(Exercise description): Filter the records below down to lines containing "feDisplacementMap".

*** Supplied records Section Begins ***

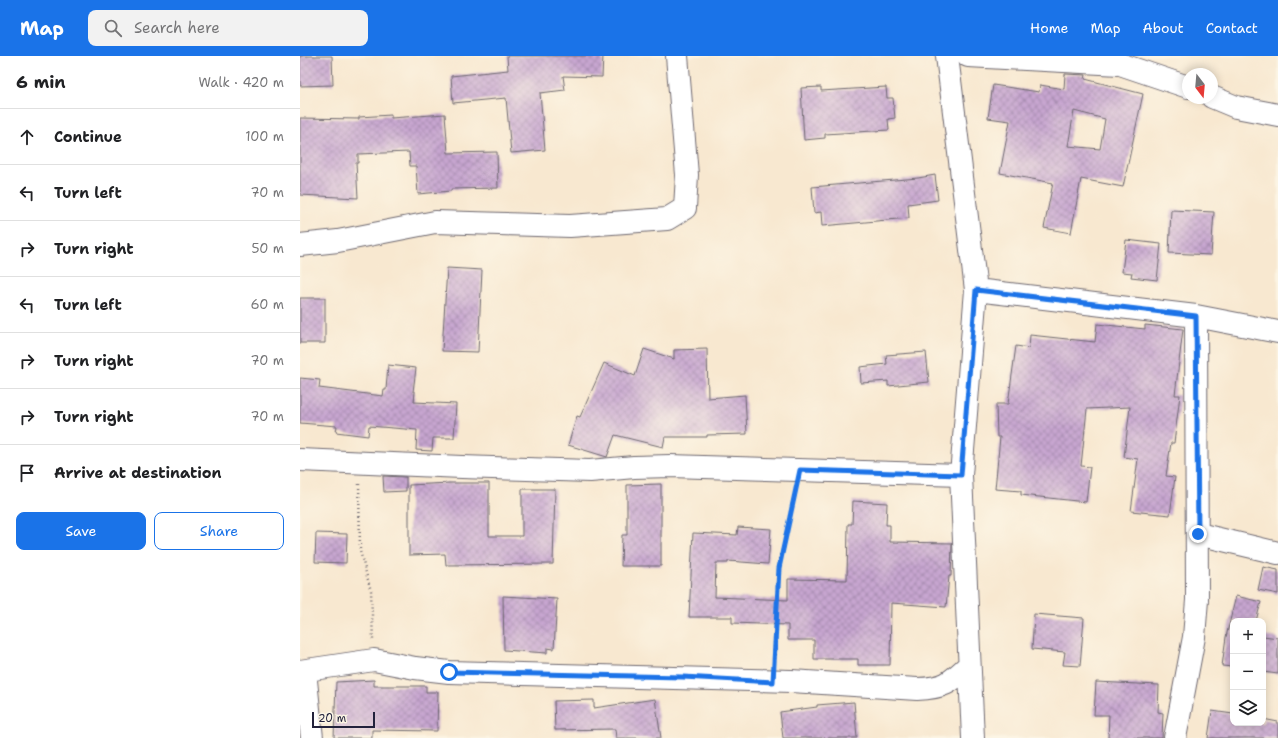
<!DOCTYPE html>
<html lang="en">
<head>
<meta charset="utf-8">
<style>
  body { margin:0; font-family:"Shantell Sans",sans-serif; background:#f2f2f2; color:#202124 }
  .controls { position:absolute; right:12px; bottom:12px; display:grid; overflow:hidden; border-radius:8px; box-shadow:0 2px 10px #0003 }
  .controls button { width:36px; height:36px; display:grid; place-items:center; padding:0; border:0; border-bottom:1px solid #e0e0e0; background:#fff; color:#202124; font:20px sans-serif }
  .compass { position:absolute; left:882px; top:12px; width:36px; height:36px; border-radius:50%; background:#fff; box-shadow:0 2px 10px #0003; rotate:164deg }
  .scale { position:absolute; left:12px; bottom:10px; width:63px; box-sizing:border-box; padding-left:4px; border:2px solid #22223b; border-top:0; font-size:11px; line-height:14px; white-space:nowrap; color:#22223b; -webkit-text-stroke:3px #fcf5e5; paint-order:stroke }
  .stop { position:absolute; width:12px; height:12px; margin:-9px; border:3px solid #1a73e8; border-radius:50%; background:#fff }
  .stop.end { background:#1a73e8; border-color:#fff; box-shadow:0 1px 4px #0008 }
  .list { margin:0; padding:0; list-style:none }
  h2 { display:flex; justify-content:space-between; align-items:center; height:52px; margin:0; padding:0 16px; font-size:17px }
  h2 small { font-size:13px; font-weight:400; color:#757577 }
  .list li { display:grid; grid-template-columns:26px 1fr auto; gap:12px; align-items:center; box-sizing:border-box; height:56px; padding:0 16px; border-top:1px solid #e0e0e0 }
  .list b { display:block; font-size:15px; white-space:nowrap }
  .list em { font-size:13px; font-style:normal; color:#757577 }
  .actions { display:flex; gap:8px; padding:12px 16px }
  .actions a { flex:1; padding:9px 0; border:1px solid #1a73e8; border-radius:8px; text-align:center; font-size:14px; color:#1a73e8 }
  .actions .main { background:#1a73e8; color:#fff }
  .icon { flex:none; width:22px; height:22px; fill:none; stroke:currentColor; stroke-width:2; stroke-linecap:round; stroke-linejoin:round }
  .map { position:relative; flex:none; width:978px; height:682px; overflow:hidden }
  header { display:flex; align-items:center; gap:24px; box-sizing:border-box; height:56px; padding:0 20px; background:#1a73e8; color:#fff }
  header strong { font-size:19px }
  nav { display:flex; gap:22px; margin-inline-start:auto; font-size:14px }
  .search { width:280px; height:36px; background:#f2f2f2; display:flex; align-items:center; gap:10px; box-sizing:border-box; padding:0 14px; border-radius:8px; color:#757577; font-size:15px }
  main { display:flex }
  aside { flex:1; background:#fff }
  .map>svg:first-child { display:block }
  .building { fill:url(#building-cross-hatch); fill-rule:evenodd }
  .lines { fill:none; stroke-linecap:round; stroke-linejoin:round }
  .minor-casing { stroke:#6d676f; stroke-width:24 }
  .path { stroke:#6d676f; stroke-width:2.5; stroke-dasharray:1 3; stroke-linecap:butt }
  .minor { stroke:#fff; stroke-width:22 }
  .route { stroke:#1a73e8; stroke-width:5 }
</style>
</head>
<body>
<header>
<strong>Map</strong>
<div class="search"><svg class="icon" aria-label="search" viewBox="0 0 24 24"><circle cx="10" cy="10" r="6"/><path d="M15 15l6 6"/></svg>Search here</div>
<nav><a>Home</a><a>Map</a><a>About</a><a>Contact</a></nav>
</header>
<main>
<aside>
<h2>6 min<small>Walk · 420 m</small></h2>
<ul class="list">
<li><svg class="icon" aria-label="ahead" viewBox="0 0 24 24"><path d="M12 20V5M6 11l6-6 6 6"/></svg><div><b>Continue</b></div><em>100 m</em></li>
<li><svg class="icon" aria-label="left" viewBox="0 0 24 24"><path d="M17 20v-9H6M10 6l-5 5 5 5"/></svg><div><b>Turn left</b></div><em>70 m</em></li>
<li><svg class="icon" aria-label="right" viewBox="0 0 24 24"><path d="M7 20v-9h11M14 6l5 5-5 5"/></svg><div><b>Turn right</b></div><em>50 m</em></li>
<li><svg class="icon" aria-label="left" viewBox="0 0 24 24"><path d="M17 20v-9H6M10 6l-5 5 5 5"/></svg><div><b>Turn left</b></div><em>60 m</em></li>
<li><svg class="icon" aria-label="right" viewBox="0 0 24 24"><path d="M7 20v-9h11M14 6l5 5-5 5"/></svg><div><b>Turn right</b></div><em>70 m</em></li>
<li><svg class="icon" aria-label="right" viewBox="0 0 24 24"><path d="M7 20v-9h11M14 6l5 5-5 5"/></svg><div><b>Turn right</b></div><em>70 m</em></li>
<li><svg class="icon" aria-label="arrive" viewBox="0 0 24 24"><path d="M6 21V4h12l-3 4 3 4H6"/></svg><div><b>Arrive at destination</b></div></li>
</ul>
<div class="actions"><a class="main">Save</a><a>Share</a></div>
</aside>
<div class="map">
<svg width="978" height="682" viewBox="0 0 978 682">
  <defs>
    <pattern id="building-cross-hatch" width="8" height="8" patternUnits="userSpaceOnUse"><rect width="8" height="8" fill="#c7a6d0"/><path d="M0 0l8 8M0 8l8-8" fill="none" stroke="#a187aa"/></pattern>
  </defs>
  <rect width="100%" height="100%" fill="#fcf5e5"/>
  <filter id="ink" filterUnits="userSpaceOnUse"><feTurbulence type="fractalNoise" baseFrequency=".025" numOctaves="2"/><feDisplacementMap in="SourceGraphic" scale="8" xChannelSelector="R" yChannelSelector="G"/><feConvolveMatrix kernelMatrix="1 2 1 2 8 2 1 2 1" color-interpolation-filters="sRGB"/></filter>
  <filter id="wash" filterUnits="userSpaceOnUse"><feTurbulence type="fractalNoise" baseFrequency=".012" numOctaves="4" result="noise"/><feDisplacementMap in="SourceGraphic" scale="16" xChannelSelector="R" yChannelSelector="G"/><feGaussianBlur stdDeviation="0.9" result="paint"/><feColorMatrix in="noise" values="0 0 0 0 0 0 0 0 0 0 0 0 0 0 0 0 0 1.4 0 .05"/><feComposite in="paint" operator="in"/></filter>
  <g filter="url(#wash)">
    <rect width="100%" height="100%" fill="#f8e8d0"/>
    <g id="blocks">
      <path class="building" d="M 0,0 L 32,0 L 33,29 L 0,30 Z
        M 207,0 L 303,0 L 302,21 L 263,20 L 265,34 L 240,37 L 245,94 L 211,97 L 206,42 L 153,47 L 151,20 L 208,14 Z
        M 765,18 L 786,19 L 785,23 L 843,38 L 823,131 L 781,123 L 771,177 L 744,172 L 753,127 L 700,117 L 710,65 L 688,62 L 693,29 L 739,36 L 740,29 L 764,33 ZM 774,55 L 805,63 L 800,93 L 768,90 Z
        M 521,31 L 521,35 L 586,31 L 587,42 L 593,42 L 595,62 L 588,63 L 589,74 L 525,78 L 525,82 L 504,84 L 501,32 Z
        M 145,58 L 148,97 L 197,96 L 198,132 L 151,133 L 151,135 L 118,138 L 116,110 L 110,110 L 109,96 L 58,98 L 58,107 L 56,107 L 58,142 L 0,139 L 0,62 L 59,63 L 59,61 L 91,59 L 91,62 Z
        M 635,119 L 638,144 L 608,148 L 609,162 L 522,170 L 521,156 L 514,157 L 512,131 L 618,122 Z
        M 871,154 L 914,156 L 911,199 L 869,197 Z
        M 826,184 L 861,188 L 857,224 L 831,221 L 832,217 L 822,216 Z
        M 147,212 L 182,214 L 178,296 L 142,295 Z
        M 0,242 L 25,242 L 25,287 L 0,287 Z
        M 797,268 L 845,273 L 845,269 L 883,273 L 875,339 L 880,339 L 874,387 L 871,387 L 866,420 L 875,421 L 870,459 L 831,455 L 838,403 L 824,401 L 830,351 L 787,353 L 781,410 L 790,411 L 786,446 L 721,439 L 721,435 L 695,433 L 700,381 L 697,381 L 696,348 L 708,348 L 716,290 L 729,292 L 730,279 L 795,286 Z
        M 344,293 L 374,303 L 374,294 L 407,293 L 408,342 L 445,339 L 447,378 L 407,379 L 407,381 L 365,381 L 363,391 L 315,379 L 307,401 L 268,389 L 277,360 L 280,361 L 304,307 L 335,320 Z
        M 626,296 L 629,326 L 588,330 L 588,325 L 561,327 L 560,311 L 587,308 L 586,299 Z
        M 88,309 L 116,312 L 113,336 L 115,336 L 114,346 L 156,348 L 154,382 L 133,382 L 132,395 L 116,394 L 117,374 L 69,370 L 68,380 L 36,376 L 37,370 L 0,367 L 0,322 L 20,324 L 19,332 L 83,340 L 84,334 L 86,334 Z
        M 83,420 L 106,421 L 106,435 L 84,436 Z
        M 150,427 L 189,427 L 189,480 L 222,480 L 222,433 L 255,433 L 253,508 L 146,509 L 145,498 L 109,499 L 109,429 Z
        M 361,428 L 361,510 L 321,510 L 322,479 L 327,479 L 327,429 Z
        M 553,445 L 587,447 L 586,469 L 590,469 L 590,486 L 652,487 L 651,520 L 649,520 L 646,551 L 591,547 L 590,609 L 558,609 L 558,603 L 514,603 L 514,584 L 488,584 L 488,569 L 432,567 L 432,561 L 389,561 L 393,477 L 437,479 L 438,471 L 471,473 L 468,508 L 428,505 L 428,507 L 416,507 L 415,541 L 488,544 L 488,523 L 547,524 L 548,468 L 552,468 Z
        M 16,477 L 47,478 L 46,507 L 15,506 Z
        M 963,511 L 978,514 L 978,538 L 958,534 Z
        M 203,540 L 257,543 L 254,593 L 247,592 L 247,597 L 204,594 Z
        M 936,540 L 961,546 L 956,565 L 933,565 L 933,611 L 922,610 L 926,581 Z
        M 734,558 L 784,562 L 780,610 L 763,609 L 765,596 L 732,593 Z
        M 963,580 L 978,582 L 978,618 L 963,616 Z
        M 74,624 L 74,630 L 126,630 L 126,636 L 138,636 L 137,675 L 72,674 L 72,682 L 34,682 L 36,626 Z
        M 796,626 L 859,629 L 858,656 L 863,657 L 862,682 L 808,682 L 809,659 L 794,659 Z
        M 355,643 L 361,682 L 316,682 L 315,673 L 255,674 L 254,645 L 294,644 L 294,652 Z
        M 554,646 L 557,682 L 483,682 L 480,656 L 517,651 L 517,649 Z
        M 912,655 L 933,658 L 933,667 L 963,667 L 963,663 L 978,666 L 978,682 L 908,682 Z"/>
    </g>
  </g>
  <g filter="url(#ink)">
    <use href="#blocks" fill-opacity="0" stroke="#6d676f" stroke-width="1"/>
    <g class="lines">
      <defs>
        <path id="minor" d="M 647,0 L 676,234 L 661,419 L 673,682
          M 668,0 L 820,8 L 888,31
          M 912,41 L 936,51 L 978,59
          M 0,189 L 38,185 L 135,166 L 270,170 L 367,163 L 385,152 L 387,119 L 377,0
          M 676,234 L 896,260 L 978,276
          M 0,404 L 162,411 L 290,415 L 334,411 L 370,410 L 661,419
          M 898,478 L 978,497
          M 0,615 L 74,604 L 115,612 L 149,616 L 491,625 L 617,633 C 644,632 649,628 669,609
          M 5,615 L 12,682
          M 875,682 L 894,581 L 897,544 L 896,260"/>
      </defs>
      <use href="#minor" class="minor-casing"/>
      <path class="path" d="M 59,428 L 60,495 L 71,535 L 73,584
        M 474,603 L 479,512 L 495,436"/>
      <use href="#minor" class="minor"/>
    </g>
  </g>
  <g class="lines" filter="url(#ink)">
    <path class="route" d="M 149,616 L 383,621 L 473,626 L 479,512 L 500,414 L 661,419 L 676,234 L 896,260 L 898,478"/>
  </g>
</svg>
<div class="controls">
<button>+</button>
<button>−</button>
<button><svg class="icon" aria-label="layers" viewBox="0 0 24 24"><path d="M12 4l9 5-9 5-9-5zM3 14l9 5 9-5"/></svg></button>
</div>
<svg class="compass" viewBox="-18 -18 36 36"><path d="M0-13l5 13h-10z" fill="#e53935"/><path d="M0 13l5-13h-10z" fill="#757577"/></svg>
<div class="scale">20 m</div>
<div class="stop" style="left:149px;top:616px"></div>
<div class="stop end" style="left:898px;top:478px"></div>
</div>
</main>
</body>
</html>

*** Supplied records Section Ends ***

(Reply to the task):
  <filter id="ink" filterUnits="userSpaceOnUse"><feTurbulence type="fractalNoise" baseFrequency=".025" numOctaves="2"/><feDisplacementMap in="SourceGraphic" scale="8" xChannelSelector="R" yChannelSelector="G"/><feConvolveMatrix kernelMatrix="1 2 1 2 8 2 1 2 1" color-interpolation-filters="sRGB"/></filter>
  <filter id="wash" filterUnits="userSpaceOnUse"><feTurbulence type="fractalNoise" baseFrequency=".012" numOctaves="4" result="noise"/><feDisplacementMap in="SourceGraphic" scale="16" xChannelSelector="R" yChannelSelector="G"/><feGaussianBlur stdDeviation="0.9" result="paint"/><feColorMatrix in="noise" values="0 0 0 0 0 0 0 0 0 0 0 0 0 0 0 0 0 1.4 0 .05"/><feComposite in="paint" operator="in"/></filter>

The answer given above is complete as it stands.